In this case, the loop runs not only based on the value of i, but also on the result of a more complex function. This makes while loops a good choice when the exit condition depends on multiple variables or non-trivial logic.

Input Size Consideration::

For Small Inputs: This is ideal for small inputs where the condition can vary significantly during the iterations.
For Large Inputs: Be cautious with complex conditions when dealing with large inputs, as evaluating the condition on every iteration may add performance overhead.

2.9.3. Infinite `while` Loops

An infinite while loop is a loop that runs indefinitely until an explicit break or return statement is encountered. This type of loop is typically used in scenarios where the termination condition depends on an external event, such as user input or reaching a specific solution.

while (true) {
    // Process some data
    if (exitCondition()) break;
}

The loop runs until exitCondition() is met, at which point it breaks out of the loop.

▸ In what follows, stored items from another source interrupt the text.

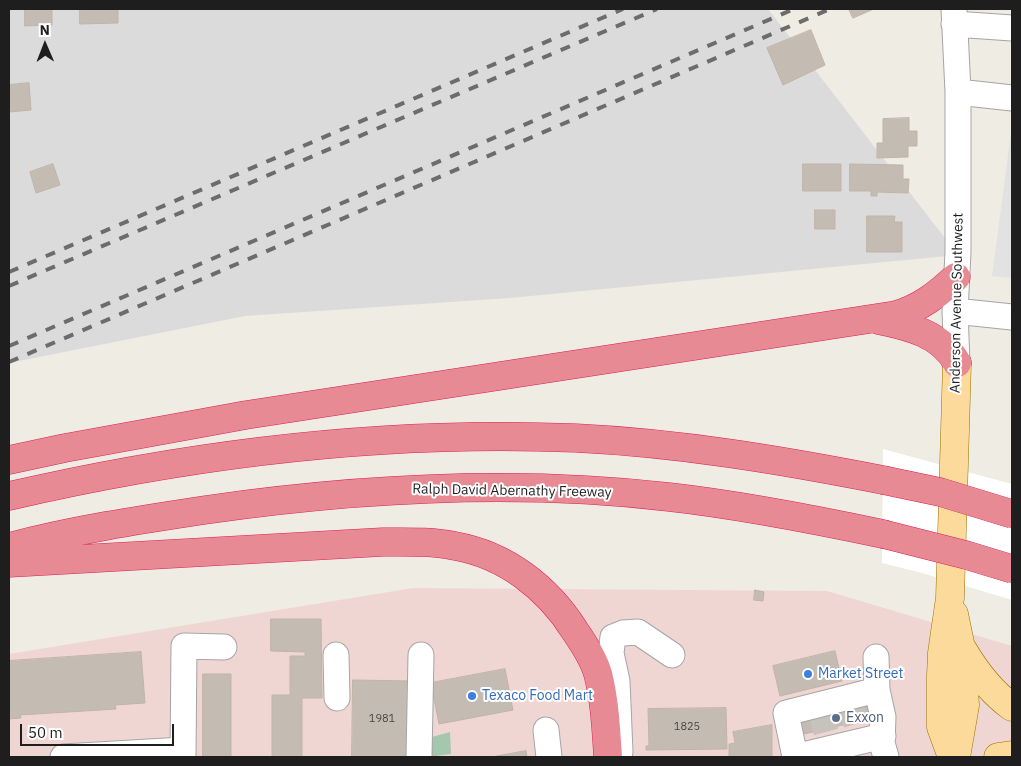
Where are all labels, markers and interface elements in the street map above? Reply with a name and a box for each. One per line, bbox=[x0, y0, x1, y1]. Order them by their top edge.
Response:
north arrow bbox=[20, 20, 70, 70]
text: N bbox=[40, 21, 50, 39]
street label: Anderson Avenue Southwest bbox=[947, 213, 967, 393]
street label: Ralph David Abernathy Freeway bbox=[412, 481, 612, 501]
place label: Market Street bbox=[818, 666, 903, 682]
marker: Market Street bbox=[802, 668, 814, 680]
place label: Texaco Food Mart bbox=[482, 688, 593, 704]
marker: Texaco Food Mart bbox=[466, 690, 478, 702]
place label: Exxon bbox=[846, 710, 884, 726]
house number: 1981 bbox=[369, 712, 395, 726]
marker: Exxon bbox=[830, 712, 842, 724]
scale bar bbox=[22, 714, 176, 746]
house number: 1825 bbox=[674, 720, 700, 734]
text: 50 m bbox=[28, 723, 63, 742]

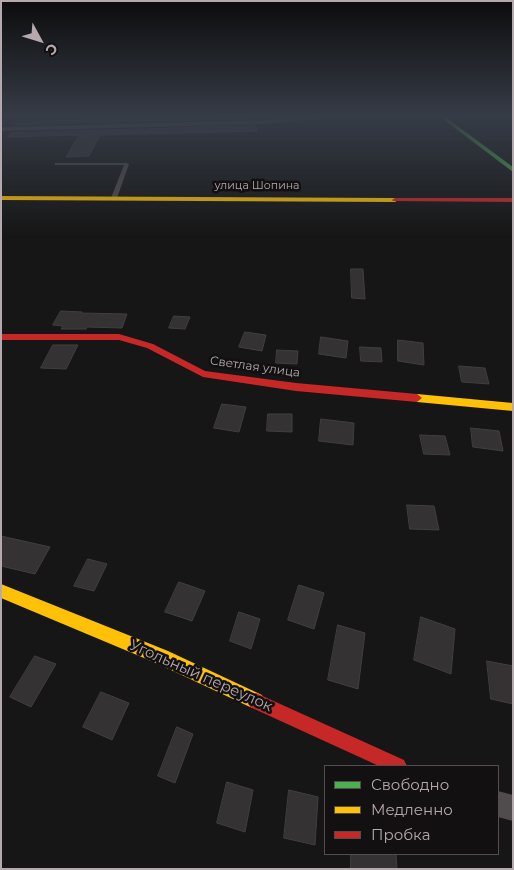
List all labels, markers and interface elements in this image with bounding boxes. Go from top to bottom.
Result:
north arrow [15,15,65,65]
text: С [41,40,62,59]
street label: улица Шопина [214,179,300,193]
street label: Светлая улица [209,354,301,380]
street label: Угольный переулок [127,636,275,716]
legend [324,765,499,855]
text: Свободно [371,775,449,794]
text: Медленно [371,800,453,819]
text: Пробка [371,825,430,844]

This structure is useful for algorithms that require indefinite running until a specific event happens.

Input Size Consideration:

For Small Inputs: Generally unnecessary for small inputs unless the exit condition is based on dynamic factors.
For Large Inputs: Useful for large inputs when the exact number of iterations is unknown, and the loop depends on a condition that could be influenced by the data itself.

2.9.4. `do-while` Loop

The do-while loop is similar to the while loop, but it guarantees that the code block is executed at least once. This is useful when you need to run the loop at least one time regardless of the condition.

int i = 0;
do {
    std::cout << i << " ";
    i++;
} while (i < n);

In this case, the loop will print i at least once, even if i starts with a value that makes the condition false. This ensures that the loop runs at least one iteration.

Input Size Consideration:

For Small Inputs: Ideal when you need to guarantee that the loop runs at least once, such as with small datasets where the minimum iteration is essential.
For Large Inputs: Suitable for large datasets where the first iteration must occur independently of the condition.

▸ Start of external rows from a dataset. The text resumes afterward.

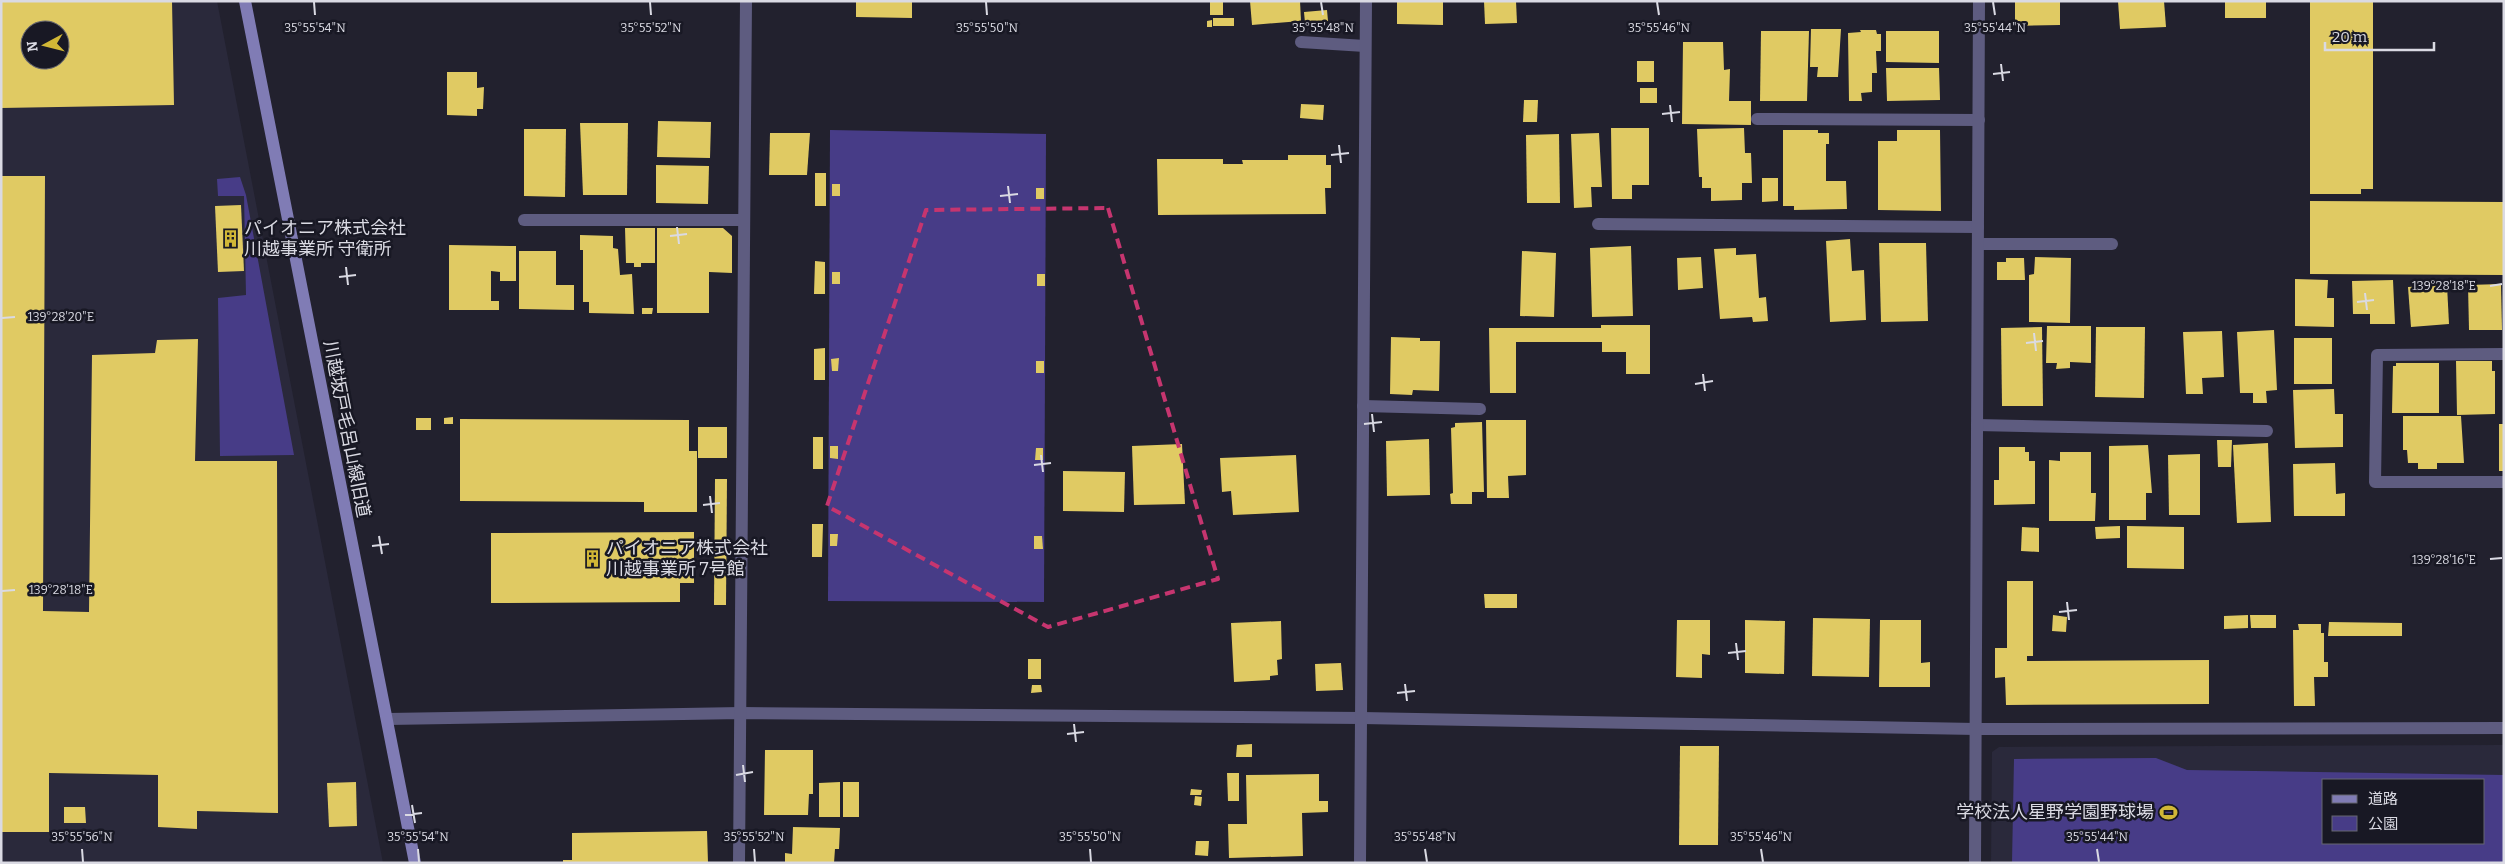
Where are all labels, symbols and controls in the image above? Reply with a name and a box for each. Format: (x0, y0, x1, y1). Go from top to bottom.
north arrow (20, 20, 70, 70)
scale bar (2325, 20, 2434, 52)
text: 35°55'54"N (284, 21, 346, 35)
text: 35°55'52"N (621, 21, 682, 35)
text: 35°55'50"N (956, 21, 1019, 35)
text: 35°55'48"N (1292, 21, 1355, 35)
text: 35°55'46"N (1628, 21, 1691, 35)
text: 35°55'44"N (1964, 21, 2027, 35)
text: 20 m (2332, 28, 2368, 46)
text: N (23, 40, 42, 53)
place label: パイオニア株式会社 川越事業所 守衛所 (244, 217, 406, 260)
building icon: パイオニア株式会社 川越事業所 守衛所 (220, 228, 240, 248)
text: 139°28'18"E (2412, 279, 2476, 293)
text: 139°28'20"E (28, 310, 94, 324)
street label: 川越坂戸毛呂山線旧道 (319, 339, 375, 519)
place label: パイオニア株式会社 川越事業所 7号館 (606, 537, 768, 580)
building icon: パイオニア株式会社 川越事業所 7号館 (582, 548, 602, 568)
text: 139°28'16"E (2412, 553, 2476, 567)
text: 139°28'18"E (29, 583, 93, 597)
legend (2322, 779, 2485, 844)
text: 道路 (2368, 790, 2398, 808)
place label: 学校法人星野学園野球場 (1956, 801, 2154, 823)
sports icon: 学校法人星野学園野球場 (2158, 802, 2178, 822)
text: 公園 (2368, 815, 2398, 833)
text: 35°55'56"N (51, 830, 113, 844)
text: 35°55'54"N (387, 830, 449, 844)
text: 35°55'52"N (724, 830, 785, 844)
text: 35°55'50"N (1059, 830, 1122, 844)
text: 35°55'48"N (1394, 830, 1457, 844)
text: 35°55'46"N (1730, 830, 1793, 844)
text: 35°55'44"N (2066, 830, 2129, 844)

2.9.5. `while` Loop with Early Exit

The while loop can be combined with early exit strategies using break or return statements to optimize performance, particularly when the loop can terminate before completing all iterations.

int i = 0;
while (i < n) {
    if (shouldExitEarly(i)) break;
    std::cout << i << " ";
    i++;
}

By including a condition inside the loop that checks for an early exit, you can significantly reduce runtime in cases where processing all elements is unnecessary.

Input Size Consideration:

For Small Inputs: It can improve performance when early termination conditions are common or likely.
For Large Inputs: Highly efficient for large datasets, particularly when the early exit condition is met frequently, saving unnecessary iterations.

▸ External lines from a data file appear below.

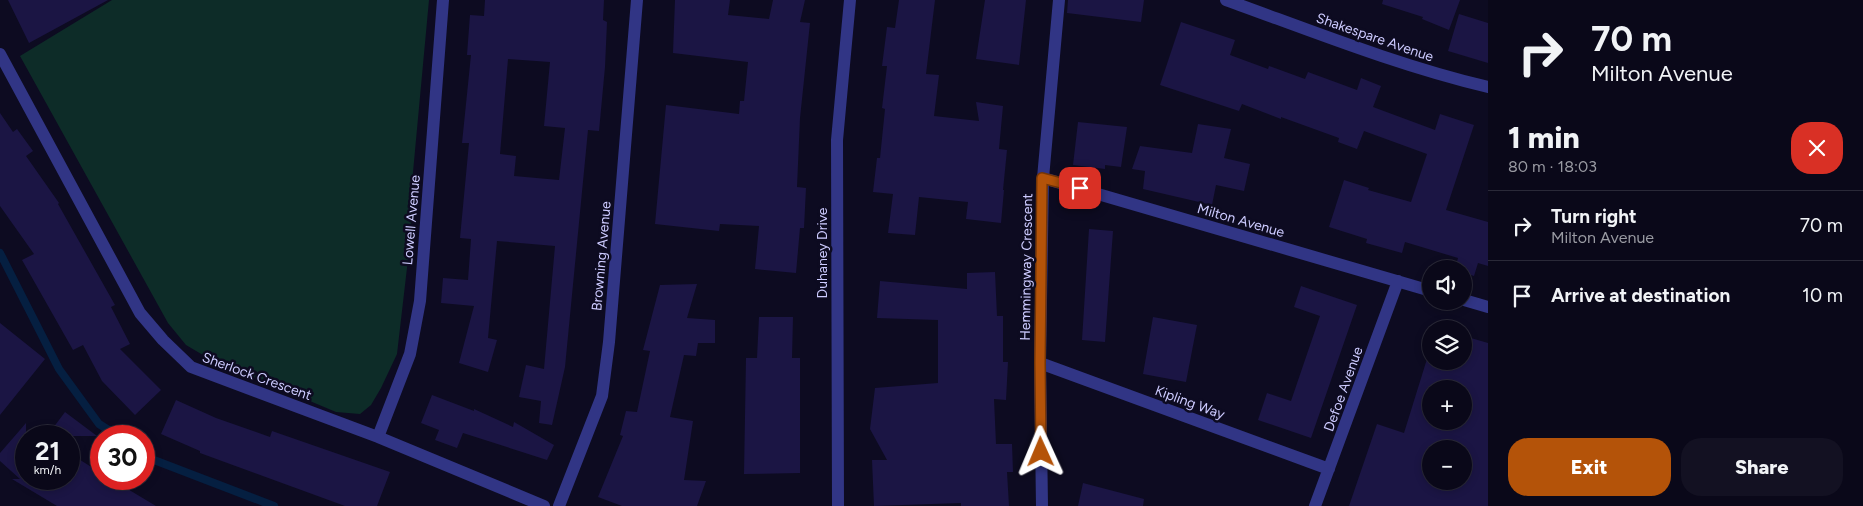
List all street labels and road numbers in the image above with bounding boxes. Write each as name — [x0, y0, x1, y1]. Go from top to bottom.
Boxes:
street label: Shakespare Avenue — [1314, 9, 1436, 66]
street label: Lowell Avenue — [399, 174, 424, 266]
street label: Hemmingway Crescent — [1017, 193, 1036, 341]
street label: Browning Avenue — [588, 200, 615, 312]
street label: Milton Avenue — [1195, 200, 1287, 241]
street label: Duhaney Drive — [814, 207, 831, 298]
street label: Defoe Avenue — [1320, 344, 1367, 434]
street label: Sherlock Crescent — [200, 349, 314, 404]
street label: Kipling Way — [1153, 382, 1228, 423]

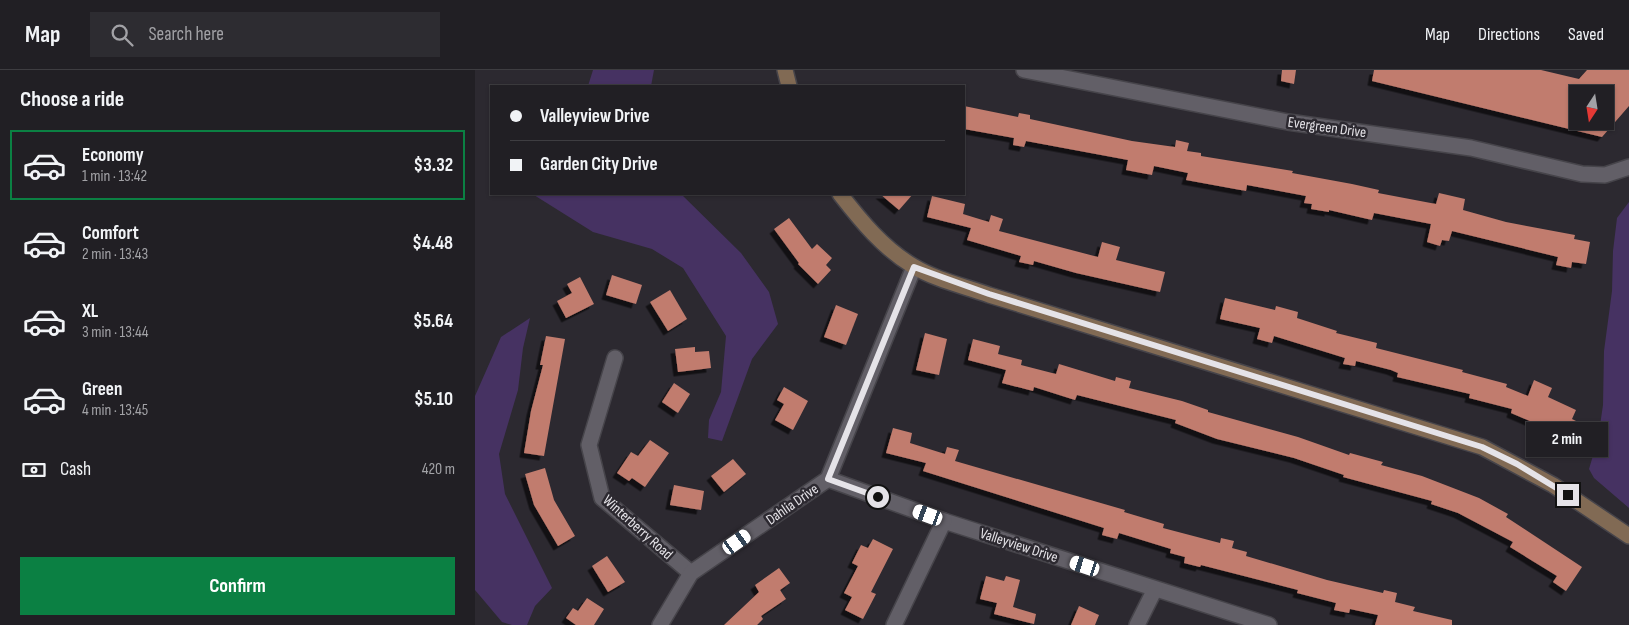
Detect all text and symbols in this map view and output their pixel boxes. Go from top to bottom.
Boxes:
search box [90,12,440,57]
text: Map [25,20,60,49]
icon: search [108,21,136,49]
text: Search here [148,23,224,46]
text: Map [1425,24,1450,45]
text: Directions [1478,24,1540,45]
text: Saved [1568,24,1604,45]
north arrow [1569,85,1614,130]
map controls [1569,85,1614,130]
text: Choose a ride [20,86,124,113]
text: Valleyview Drive [540,105,650,128]
street label: Evergreen Drive [1287,113,1367,142]
icon: car [22,143,67,188]
text: Economy [82,144,144,167]
text: Garden City Drive [540,153,658,176]
text: $3.32 [414,154,453,177]
text: 1 min · 13:42 [82,167,147,186]
icon: car [22,221,67,266]
text: Comfort [82,222,139,245]
text: $4.48 [412,232,453,255]
text: 2 min · 13:43 [82,245,148,264]
icon: car [22,299,67,344]
text: XL [82,300,98,323]
text: $5.64 [413,310,453,333]
text: 3 min · 13:44 [82,323,148,342]
icon: car [22,377,67,422]
text: Green [82,378,122,401]
text: $5.10 [414,388,453,411]
text: 4 min · 13:45 [82,401,148,420]
callout: 2 min [1527,422,1609,458]
text: 2 min [1552,430,1582,449]
icon: cash [20,456,48,484]
text: Cash [60,458,91,481]
text: 420 m [422,460,455,479]
street label: Dahlia Drive [762,480,822,529]
route end [1557,484,1579,506]
route start [867,486,889,508]
street label: Winterberry Road [599,491,677,564]
car [911,503,944,527]
street label: Valleyview Drive [977,524,1060,567]
car [720,527,753,557]
car [1068,554,1101,578]
button: Confirm [20,557,455,615]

2.9.6. Combining `while` with Multiple Conditions

A while loop can easily incorporate multiple conditions to create more complex termination criteria. This is particularly useful when multiple variables determine whether the loop should continue.

int i = 0;
while (i < n && someOtherCondition()) {
    std::cout << i << " ";
    i++;
}

This allows the loop to run based on multiple dynamic conditions, providing more control over the iteration process than a standard for loop might offer.

Input Size Consideration:

For Small Inputs: A flexible option when the conditions governing the loop may change during execution, even for small datasets.
For Large Inputs: Can be optimized for large datasets by ensuring that the condition checks are efficient and that unnecessary re-evaluations are minimized.

2.9.7. Optimal `while` Loops for Competitive Programming

Choosing the right type of while loop depends on the nature of the input and the complexity of the condition. The following table summarizes the optimal choices for different input sizes:

Input Size	Best `while` Loop Option	Reasoning
Small	Basic `while` Loop	Offers straightforward control over iteration with minimal overhead and is easy to implement.
Small	`do-while` Loop	Ensures at least one execution of the loop.
Large	`while` with Early Exit	Improves performance by terminating the loop early when a specific condition is met, saving unnecessary iterations.
Large	`while` with Complex Conditions	Allows dynamic and flexible exit conditions, making it suitable for large datasets with evolving parameters.
Continuous	Infinite `while` Loop with Explicit Breaks	Best for situations where the exact number of iterations is unknown and depends on external factors or dynamic conditions.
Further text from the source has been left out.